Basis Filsafat: Kerja Reproduksi
Dalam bangunan kapitalisme, sebagaimana dianalisis feminis-Marxsis4, dikenal dua jenis kerja yang sama-sama dieksploitasi: produksi dan reproduksi. Kerja produksi adalah kerja berupah yang dibayar langsung oleh pemodal. Seperti, buruh pabrik, satpam, tukang leding, karyawan start-up, dan sebagainya. Mereka mendapatkan upah atas kerja yang menghasilkan komoditas yang dikehendaki pemodal; buruh tekstil menghasilkan kain, satpam menjaga keamanan, tukang leding memperbaiki saluran air, dan karyawan start-up menghasilkan neraca keuangan, desain grafis, dan sebagainya.
Jam empat sore lewat, para buruh pulang dengan tubuh lemas, perut keroncongan, dan suasana hati muram. Pertanyaannya, siapa yang menyiapkan tempat tidur atau sofa yang bersih, makanan bergizi seimbang, dan menampung keluh kesah mereka agar besok bisa kembali bekerja lagi? Istri atau pembantu rumah tangga. Pemodal tidak membayar istri dan pembantu rumah tangga, padahal, tanpa mereka, para buruh tidak akan sanggup bertahan, kembali bekerja di keesokan hari. Pemodal hanya membayar kerja yang tampak di depan mereka saja.

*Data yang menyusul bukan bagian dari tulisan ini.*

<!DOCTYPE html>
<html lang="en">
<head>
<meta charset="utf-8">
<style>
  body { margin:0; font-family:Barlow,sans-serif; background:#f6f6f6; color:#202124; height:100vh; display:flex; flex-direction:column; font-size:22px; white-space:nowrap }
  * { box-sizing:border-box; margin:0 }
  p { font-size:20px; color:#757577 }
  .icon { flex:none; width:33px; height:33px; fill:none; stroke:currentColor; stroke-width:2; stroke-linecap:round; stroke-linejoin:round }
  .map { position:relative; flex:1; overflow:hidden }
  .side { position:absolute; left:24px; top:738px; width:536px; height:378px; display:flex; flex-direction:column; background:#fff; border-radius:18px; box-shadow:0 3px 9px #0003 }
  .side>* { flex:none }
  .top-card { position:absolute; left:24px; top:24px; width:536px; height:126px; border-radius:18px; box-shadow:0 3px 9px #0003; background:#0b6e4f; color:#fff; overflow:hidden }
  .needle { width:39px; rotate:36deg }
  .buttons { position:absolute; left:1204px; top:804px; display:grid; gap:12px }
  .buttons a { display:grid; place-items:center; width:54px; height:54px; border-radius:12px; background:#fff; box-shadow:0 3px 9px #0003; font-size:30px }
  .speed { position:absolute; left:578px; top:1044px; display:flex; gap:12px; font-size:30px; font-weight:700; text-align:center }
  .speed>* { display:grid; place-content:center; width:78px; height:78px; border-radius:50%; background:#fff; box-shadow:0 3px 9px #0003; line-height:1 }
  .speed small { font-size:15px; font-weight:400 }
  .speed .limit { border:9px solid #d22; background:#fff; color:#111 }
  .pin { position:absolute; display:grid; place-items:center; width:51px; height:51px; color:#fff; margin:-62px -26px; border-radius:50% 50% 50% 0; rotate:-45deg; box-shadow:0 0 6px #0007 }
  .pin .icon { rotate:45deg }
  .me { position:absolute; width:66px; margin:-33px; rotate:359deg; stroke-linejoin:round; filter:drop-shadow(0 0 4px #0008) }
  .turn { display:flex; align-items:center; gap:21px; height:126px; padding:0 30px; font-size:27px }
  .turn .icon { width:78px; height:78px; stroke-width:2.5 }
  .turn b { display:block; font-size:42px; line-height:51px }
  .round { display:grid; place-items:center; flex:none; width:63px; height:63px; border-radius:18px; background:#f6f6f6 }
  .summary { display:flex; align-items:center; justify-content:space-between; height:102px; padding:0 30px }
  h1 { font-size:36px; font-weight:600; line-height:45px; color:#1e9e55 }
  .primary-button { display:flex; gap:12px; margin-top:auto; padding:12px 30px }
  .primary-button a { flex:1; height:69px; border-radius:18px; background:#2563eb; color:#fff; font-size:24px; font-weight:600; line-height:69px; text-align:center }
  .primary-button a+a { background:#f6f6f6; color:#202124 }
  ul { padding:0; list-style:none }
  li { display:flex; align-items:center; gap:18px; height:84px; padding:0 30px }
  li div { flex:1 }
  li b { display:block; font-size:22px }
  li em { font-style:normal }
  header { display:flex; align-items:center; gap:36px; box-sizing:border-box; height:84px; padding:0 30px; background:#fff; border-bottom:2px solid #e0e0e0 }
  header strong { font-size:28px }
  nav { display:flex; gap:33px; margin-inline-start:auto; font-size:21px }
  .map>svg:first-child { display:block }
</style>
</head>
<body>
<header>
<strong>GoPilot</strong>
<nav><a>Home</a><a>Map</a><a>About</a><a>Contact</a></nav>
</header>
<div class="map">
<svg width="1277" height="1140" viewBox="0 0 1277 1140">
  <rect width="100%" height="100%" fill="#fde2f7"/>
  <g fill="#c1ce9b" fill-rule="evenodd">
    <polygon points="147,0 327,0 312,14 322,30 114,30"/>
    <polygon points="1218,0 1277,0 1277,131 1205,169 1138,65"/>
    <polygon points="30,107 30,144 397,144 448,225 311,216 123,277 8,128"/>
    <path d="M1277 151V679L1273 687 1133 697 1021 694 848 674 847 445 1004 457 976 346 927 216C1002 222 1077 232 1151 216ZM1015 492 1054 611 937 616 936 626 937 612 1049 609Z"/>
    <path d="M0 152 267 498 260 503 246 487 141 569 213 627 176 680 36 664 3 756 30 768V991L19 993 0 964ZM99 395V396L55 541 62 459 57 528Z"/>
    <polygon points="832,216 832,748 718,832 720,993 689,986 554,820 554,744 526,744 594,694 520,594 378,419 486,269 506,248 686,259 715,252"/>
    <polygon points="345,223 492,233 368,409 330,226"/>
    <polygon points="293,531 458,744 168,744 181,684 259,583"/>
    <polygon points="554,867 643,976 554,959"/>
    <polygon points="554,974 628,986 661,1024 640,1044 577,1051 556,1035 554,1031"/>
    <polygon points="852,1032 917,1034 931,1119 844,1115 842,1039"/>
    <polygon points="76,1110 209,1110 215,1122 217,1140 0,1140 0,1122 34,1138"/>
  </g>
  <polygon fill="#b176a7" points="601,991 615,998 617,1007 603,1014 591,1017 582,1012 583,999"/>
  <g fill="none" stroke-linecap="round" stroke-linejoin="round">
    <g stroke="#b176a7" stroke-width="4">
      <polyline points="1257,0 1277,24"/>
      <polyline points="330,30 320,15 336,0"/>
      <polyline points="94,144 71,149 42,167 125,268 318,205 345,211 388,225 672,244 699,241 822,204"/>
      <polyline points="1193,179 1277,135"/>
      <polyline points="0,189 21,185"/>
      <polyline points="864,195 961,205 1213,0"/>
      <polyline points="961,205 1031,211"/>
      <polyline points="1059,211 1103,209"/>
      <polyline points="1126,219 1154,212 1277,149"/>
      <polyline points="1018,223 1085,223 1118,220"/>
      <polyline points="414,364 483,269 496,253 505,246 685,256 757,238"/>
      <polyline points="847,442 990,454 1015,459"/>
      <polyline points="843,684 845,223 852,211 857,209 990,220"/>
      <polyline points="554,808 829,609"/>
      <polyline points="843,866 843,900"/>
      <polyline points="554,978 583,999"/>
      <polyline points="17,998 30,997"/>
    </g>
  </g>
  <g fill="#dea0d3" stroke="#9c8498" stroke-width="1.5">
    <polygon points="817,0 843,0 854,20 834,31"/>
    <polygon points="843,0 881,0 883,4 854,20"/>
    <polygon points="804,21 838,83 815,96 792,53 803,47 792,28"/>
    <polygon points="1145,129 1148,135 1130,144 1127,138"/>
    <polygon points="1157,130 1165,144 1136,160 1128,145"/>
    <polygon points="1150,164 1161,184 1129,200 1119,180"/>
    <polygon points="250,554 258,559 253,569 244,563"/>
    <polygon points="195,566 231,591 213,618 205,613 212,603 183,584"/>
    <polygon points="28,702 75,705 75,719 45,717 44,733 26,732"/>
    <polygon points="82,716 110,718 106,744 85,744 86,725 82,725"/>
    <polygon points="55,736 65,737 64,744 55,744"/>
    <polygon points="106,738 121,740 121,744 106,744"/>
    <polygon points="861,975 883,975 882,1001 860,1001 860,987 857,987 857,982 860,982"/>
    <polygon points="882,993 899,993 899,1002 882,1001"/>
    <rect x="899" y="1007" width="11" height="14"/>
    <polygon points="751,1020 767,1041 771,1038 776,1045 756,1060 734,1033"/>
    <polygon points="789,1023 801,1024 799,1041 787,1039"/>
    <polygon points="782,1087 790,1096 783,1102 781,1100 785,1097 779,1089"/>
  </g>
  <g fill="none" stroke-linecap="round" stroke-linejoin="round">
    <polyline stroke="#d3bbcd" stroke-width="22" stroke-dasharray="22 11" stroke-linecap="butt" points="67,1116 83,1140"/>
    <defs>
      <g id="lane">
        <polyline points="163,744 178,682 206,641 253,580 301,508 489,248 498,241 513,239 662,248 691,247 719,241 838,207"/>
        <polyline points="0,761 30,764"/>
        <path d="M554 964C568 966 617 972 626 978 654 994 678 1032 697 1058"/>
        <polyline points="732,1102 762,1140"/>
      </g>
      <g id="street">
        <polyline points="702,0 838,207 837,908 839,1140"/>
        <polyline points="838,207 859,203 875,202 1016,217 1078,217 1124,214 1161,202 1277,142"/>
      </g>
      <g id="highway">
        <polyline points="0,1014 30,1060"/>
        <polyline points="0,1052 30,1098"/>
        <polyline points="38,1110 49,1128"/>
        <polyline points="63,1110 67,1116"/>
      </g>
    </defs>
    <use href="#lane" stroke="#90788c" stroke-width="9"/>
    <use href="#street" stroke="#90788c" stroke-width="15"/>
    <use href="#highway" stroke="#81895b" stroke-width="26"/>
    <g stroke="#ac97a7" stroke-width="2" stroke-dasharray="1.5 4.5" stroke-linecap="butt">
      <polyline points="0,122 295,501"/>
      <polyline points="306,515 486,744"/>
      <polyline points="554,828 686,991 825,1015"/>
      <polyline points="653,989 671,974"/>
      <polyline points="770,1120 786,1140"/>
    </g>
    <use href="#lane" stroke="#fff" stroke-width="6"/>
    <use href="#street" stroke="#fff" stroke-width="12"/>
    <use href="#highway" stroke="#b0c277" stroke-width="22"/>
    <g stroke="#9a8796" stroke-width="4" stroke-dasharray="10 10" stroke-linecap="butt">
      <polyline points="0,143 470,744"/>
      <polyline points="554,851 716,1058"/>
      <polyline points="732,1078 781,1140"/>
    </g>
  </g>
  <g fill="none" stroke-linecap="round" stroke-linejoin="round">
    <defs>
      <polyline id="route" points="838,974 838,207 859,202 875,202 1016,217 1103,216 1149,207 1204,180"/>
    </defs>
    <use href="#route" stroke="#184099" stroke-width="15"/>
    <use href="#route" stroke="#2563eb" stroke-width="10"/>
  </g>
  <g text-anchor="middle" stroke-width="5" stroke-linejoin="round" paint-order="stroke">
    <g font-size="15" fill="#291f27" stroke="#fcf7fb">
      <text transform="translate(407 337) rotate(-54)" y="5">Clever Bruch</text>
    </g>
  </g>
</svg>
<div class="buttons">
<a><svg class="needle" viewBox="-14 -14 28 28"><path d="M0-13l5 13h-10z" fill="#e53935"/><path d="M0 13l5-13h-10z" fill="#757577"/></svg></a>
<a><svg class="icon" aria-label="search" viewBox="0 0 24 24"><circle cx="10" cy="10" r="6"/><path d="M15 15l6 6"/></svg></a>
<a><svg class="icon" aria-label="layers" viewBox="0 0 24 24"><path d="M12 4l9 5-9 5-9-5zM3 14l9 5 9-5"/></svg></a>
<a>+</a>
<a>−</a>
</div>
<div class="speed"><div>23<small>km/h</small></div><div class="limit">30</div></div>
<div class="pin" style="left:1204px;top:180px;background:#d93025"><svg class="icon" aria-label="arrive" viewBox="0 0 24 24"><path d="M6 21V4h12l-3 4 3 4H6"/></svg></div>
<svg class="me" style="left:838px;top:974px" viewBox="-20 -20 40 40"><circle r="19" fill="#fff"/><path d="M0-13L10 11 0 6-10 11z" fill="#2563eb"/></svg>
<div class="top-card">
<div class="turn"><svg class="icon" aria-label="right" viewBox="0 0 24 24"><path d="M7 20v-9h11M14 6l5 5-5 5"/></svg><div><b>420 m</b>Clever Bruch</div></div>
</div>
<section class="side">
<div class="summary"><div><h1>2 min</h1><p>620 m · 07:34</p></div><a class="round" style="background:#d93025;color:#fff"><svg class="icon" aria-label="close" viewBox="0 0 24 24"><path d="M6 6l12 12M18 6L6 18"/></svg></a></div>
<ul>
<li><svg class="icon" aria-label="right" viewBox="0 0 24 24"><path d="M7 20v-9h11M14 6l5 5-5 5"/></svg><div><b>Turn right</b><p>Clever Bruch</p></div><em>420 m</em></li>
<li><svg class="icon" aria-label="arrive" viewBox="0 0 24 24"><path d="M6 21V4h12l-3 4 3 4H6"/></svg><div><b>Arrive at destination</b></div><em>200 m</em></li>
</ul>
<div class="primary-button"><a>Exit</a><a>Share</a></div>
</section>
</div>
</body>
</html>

Yang memungkinkan kerja produksi itu berkelanjutan disebut kerja reproduksi. Karena rata-rata subjek yang mengisi kerja reproduksi adalah perempuan, maka di titik inilah kapitalisme mengeksploitasi perempuan berkali-kali lipat ketimbang buruh yang bekerja di hadapan mereka. Ini seharusnya menjadi alasan untuk aktivis feminis berada di satu garis perlawanan yang sama dengan kaum kiri. Ini pula harusnya menjadi alasan bagi pegiat filsafat dan filsuf kita untuk tidak anti-komunisme dan anti-Marxisme. Karena dengan Marxisme, mereka bisa mafhum bahwa yang menopang kerja arm chair filsafat adalah eksploitasi di ranah reproduksi.
Jika Anda seorang pengajar filsafat, yang mengajar di banyak kelas dan tetap produktif mempublikasi artikel per semester, Anda boleh jadi tidak sadar semua itu bisa Anda lakukan, lantaran istri Anda menyediakan segala kebutuhan dasar Anda di rumah. Istri Anda tidak mendapatkan upah sepeser pun, seperti Anda mendapatkan upah sebagai pengajar filsafat. Anda boleh jadi masyhur setelah mencetuskan teori filsafat yang berpengaruh, namun orang-orang lupa siapa yang memungkinkan Anda melakukan kerja filsafat Anda yang begitu leluasa itu.
Saya, yang masih bujang, bisa menulis seperti ini dan mencurahkan penuh perhatian pada kegiatan kuliah, lantaran kedua orang tua saya menjamin uang bulanan dan sewa kos. Jika kedua orang tua saya berhenti bekerja dan saya harus memenuhi kebutuhan saya sendiri, kemungkinan besar saya akan menalak filsafat untuk selamanya, sibuk bekerja, dan merawat keluarga—setelah menikah. Saya tidak lagi punya waktu luang untuk duduk di kursi berlengan di teras rumah sambil memikirkan beberapa persoalan filosofis atau sekadar membaca artikel pendek filsafat.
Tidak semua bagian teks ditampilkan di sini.